SUPPLIED INFORMATION section start

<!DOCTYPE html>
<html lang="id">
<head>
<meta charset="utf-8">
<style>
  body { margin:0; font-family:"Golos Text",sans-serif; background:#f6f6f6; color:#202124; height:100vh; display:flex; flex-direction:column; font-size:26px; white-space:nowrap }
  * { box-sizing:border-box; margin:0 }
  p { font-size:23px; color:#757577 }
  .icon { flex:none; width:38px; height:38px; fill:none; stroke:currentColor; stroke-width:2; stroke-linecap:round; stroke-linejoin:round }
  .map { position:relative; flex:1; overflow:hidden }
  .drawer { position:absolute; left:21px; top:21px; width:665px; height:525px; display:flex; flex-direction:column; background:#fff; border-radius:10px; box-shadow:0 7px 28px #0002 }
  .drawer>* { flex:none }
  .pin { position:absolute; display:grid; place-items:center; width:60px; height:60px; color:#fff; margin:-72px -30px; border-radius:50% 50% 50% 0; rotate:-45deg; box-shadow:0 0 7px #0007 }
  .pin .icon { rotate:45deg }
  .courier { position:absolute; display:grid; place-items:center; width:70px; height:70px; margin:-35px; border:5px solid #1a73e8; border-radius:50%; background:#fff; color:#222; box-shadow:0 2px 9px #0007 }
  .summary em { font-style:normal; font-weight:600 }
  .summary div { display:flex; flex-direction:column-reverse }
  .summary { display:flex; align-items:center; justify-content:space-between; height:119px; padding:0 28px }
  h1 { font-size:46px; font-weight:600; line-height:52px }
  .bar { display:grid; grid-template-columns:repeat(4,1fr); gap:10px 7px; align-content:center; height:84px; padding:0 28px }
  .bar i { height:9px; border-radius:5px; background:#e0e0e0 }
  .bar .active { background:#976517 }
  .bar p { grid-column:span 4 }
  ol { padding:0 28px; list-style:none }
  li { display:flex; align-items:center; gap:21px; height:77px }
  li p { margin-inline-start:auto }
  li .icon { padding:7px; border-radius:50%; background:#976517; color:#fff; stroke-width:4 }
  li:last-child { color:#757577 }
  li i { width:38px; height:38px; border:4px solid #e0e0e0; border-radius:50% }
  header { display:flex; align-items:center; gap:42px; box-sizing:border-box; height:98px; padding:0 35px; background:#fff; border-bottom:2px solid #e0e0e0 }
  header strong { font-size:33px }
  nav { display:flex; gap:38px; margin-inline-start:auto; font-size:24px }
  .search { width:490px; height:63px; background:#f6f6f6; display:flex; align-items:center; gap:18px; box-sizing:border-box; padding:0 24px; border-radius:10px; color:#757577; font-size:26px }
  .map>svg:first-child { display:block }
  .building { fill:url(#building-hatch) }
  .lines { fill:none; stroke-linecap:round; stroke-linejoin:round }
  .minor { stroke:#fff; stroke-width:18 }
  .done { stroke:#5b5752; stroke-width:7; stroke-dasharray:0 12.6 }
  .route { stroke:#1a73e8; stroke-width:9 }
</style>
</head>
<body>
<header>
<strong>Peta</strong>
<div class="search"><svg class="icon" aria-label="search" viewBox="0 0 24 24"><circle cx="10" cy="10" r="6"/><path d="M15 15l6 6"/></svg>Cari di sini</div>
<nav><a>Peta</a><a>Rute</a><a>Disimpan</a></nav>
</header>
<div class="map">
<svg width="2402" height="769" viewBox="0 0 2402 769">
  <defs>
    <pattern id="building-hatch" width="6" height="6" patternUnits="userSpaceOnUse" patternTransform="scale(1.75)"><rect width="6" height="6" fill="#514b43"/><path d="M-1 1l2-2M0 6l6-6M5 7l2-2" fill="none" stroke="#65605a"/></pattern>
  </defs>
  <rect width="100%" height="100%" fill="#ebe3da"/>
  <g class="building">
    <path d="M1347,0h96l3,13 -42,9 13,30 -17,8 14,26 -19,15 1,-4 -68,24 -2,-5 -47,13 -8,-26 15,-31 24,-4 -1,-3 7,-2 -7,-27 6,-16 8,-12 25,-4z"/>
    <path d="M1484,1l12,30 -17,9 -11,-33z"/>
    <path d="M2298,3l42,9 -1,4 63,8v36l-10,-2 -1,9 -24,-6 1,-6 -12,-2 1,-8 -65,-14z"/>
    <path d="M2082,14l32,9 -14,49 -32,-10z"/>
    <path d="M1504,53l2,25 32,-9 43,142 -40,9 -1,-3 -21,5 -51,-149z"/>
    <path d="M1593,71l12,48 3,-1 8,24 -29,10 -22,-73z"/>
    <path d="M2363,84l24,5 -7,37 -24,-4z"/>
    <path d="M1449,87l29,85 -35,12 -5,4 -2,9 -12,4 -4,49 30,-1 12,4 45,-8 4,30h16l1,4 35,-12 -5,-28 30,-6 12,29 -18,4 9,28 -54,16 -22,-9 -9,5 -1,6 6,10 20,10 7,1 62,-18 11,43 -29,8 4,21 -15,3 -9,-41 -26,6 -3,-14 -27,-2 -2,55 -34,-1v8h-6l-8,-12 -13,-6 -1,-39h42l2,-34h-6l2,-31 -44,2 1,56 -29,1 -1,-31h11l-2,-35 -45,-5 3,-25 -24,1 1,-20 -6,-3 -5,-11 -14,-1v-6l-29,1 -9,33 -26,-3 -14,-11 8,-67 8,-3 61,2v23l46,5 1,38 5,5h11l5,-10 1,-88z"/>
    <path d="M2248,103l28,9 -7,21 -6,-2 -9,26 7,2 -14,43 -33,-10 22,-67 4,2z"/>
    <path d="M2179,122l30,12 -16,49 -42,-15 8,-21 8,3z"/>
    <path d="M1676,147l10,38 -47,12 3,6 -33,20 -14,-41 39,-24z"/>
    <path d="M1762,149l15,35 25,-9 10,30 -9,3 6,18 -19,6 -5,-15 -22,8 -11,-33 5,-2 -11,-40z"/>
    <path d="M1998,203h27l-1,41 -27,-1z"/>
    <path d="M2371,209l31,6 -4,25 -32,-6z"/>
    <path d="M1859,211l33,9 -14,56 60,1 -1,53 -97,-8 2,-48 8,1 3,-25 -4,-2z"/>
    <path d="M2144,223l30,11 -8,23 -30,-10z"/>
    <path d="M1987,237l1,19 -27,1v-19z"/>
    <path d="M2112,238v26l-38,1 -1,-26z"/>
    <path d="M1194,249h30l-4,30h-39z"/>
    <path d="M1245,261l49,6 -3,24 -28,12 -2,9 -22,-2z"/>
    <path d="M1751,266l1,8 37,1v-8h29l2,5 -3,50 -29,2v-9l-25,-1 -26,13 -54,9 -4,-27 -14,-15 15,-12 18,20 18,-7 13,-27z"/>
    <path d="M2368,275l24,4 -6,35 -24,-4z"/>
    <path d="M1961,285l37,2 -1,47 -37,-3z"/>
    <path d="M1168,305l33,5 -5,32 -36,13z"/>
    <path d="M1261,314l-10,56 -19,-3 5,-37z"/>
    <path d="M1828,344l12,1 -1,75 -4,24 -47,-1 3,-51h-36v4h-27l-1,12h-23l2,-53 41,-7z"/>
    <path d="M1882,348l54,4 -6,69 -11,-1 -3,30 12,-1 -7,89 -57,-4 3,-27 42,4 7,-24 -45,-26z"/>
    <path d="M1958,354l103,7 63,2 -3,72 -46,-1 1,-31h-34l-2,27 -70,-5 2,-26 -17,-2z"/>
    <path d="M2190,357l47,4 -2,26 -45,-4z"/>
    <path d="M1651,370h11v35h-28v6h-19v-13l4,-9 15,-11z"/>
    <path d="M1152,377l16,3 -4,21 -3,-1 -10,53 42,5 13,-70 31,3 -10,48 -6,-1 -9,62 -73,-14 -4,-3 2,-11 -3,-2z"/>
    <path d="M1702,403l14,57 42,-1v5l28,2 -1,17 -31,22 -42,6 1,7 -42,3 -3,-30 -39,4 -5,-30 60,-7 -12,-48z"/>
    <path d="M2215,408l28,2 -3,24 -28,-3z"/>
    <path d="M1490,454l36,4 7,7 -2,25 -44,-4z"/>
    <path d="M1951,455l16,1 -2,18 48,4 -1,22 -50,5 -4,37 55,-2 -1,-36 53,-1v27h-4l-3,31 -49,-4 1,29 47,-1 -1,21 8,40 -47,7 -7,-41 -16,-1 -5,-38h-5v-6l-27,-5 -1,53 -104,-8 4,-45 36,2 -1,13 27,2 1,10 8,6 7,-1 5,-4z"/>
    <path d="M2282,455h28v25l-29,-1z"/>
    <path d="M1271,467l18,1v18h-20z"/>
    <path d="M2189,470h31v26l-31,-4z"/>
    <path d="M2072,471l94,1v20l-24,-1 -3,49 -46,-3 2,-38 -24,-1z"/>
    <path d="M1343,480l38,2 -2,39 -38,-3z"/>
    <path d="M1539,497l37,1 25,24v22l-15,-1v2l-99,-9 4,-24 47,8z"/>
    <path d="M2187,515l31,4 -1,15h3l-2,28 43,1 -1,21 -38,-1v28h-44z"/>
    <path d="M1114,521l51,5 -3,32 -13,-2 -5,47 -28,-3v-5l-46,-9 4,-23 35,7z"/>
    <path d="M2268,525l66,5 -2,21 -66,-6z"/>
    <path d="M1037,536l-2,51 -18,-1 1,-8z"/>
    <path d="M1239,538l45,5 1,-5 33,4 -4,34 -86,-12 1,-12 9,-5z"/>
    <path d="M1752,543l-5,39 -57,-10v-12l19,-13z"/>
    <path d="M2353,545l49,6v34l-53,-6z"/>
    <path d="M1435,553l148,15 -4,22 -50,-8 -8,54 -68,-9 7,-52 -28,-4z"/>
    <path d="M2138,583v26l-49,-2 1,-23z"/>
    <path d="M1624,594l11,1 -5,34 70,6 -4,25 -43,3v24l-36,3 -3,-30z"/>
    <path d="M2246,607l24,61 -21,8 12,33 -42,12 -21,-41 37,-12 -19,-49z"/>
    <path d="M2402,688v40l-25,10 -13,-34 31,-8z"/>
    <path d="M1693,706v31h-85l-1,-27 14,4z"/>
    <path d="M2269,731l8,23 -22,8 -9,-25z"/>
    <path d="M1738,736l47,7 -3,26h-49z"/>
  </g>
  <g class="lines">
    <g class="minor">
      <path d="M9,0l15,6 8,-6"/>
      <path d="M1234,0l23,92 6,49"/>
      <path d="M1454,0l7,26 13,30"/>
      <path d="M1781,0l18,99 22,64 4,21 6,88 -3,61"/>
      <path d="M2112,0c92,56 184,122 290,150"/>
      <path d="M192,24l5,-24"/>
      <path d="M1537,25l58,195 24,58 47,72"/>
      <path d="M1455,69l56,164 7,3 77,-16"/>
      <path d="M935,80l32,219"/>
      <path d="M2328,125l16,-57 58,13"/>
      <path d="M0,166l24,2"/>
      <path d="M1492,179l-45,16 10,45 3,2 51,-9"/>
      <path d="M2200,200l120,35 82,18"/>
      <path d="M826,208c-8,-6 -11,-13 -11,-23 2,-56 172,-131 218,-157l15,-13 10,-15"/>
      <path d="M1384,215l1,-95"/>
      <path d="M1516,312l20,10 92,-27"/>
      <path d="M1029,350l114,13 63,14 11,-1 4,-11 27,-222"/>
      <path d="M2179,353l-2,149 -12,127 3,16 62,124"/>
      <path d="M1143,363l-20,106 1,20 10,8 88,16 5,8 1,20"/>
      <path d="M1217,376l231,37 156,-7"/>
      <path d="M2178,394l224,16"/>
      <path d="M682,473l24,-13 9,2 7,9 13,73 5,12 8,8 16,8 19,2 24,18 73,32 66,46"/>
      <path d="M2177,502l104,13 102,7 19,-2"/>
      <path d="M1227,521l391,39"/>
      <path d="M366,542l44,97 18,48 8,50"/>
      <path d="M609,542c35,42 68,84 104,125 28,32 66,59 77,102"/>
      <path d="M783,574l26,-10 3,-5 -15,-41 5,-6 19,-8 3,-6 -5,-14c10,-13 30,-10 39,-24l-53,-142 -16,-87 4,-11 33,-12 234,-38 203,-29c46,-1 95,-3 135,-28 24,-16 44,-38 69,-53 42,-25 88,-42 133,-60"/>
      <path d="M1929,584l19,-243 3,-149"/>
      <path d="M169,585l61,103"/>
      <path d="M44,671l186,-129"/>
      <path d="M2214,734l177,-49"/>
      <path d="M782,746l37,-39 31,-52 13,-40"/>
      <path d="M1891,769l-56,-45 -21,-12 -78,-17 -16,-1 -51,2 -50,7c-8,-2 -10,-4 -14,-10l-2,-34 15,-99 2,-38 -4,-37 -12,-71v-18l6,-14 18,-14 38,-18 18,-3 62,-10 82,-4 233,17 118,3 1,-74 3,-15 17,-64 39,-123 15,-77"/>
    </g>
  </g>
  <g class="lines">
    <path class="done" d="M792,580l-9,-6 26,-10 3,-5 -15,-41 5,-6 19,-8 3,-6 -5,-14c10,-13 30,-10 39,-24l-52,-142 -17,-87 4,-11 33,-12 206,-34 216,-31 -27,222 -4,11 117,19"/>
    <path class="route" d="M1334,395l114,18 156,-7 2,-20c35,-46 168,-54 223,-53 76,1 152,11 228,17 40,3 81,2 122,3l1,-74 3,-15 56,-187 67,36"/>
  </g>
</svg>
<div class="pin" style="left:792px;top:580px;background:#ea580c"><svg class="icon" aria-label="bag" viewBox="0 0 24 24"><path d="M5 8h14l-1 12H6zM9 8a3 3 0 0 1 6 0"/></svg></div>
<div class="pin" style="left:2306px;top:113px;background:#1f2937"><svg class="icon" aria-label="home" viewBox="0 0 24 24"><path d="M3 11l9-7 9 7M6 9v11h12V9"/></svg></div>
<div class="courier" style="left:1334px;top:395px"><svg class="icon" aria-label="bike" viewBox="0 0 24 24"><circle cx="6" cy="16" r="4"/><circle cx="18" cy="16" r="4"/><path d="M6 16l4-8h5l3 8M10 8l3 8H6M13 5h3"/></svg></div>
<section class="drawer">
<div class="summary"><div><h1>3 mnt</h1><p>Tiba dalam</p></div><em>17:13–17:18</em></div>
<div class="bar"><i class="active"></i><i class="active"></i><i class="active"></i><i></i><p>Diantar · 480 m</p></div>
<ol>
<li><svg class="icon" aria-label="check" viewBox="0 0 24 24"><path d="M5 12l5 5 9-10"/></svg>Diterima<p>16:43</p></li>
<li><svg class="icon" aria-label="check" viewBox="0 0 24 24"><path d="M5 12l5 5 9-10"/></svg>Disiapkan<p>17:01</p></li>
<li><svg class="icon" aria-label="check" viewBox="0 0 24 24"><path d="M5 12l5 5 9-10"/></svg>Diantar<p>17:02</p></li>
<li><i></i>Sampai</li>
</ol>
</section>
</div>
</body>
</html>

SUPPLIED INFORMATION section end

> _WHAT YOU NEED TO DO_
Quote the data above verbatim from its first line to the line that includes "display:flex; gap:38px; margin-inline-start:auto;", with both boundary lines retained.

> _OUTPUT OF THE EXERCISE_
<!DOCTYPE html>
<html lang="id">
<head>
<meta charset="utf-8">
<style>
  body { margin:0; font-family:"Golos Text",sans-serif; background:#f6f6f6; color:#202124; height:100vh; display:flex; flex-direction:column; font-size:26px; white-space:nowrap }
  * { box-sizing:border-box; margin:0 }
  p { font-size:23px; color:#757577 }
  .icon { flex:none; width:38px; height:38px; fill:none; stroke:currentColor; stroke-width:2; stroke-linecap:round; stroke-linejoin:round }
  .map { position:relative; flex:1; overflow:hidden }
  .drawer { position:absolute; left:21px; top:21px; width:665px; height:525px; display:flex; flex-direction:column; background:#fff; border-radius:10px; box-shadow:0 7px 28px #0002 }
  .drawer>* { flex:none }
  .pin { position:absolute; display:grid; place-items:center; width:60px; height:60px; color:#fff; margin:-72px -30px; border-radius:50% 50% 50% 0; rotate:-45deg; box-shadow:0 0 7px #0007 }
  .pin .icon { rotate:45deg }
  .courier { position:absolute; display:grid; place-items:center; width:70px; height:70px; margin:-35px; border:5px solid #1a73e8; border-radius:50%; background:#fff; color:#222; box-shadow:0 2px 9px #0007 }
  .summary em { font-style:normal; font-weight:600 }
  .summary div { display:flex; flex-direction:column-reverse }
  .summary { display:flex; align-items:center; justify-content:space-between; height:119px; padding:0 28px }
  h1 { font-size:46px; font-weight:600; line-height:52px }
  .bar { display:grid; grid-template-columns:repeat(4,1fr); gap:10px 7px; align-content:center; height:84px; padding:0 28px }
  .bar i { height:9px; border-radius:5px; background:#e0e0e0 }
  .bar .active { background:#976517 }
  .bar p { grid-column:span 4 }
  ol { padding:0 28px; list-style:none }
  li { display:flex; align-items:center; gap:21px; height:77px }
  li p { margin-inline-start:auto }
  li .icon { padding:7px; border-radius:50%; background:#976517; color:#fff; stroke-width:4 }
  li:last-child { color:#757577 }
  li i { width:38px; height:38px; border:4px solid #e0e0e0; border-radius:50% }
  header { display:flex; align-items:center; gap:42px; box-sizing:border-box; height:98px; padding:0 35px; background:#fff; border-bottom:2px solid #e0e0e0 }
  header strong { font-size:33px }
  nav { display:flex; gap:38px; margin-inline-start:auto; font-size:24px }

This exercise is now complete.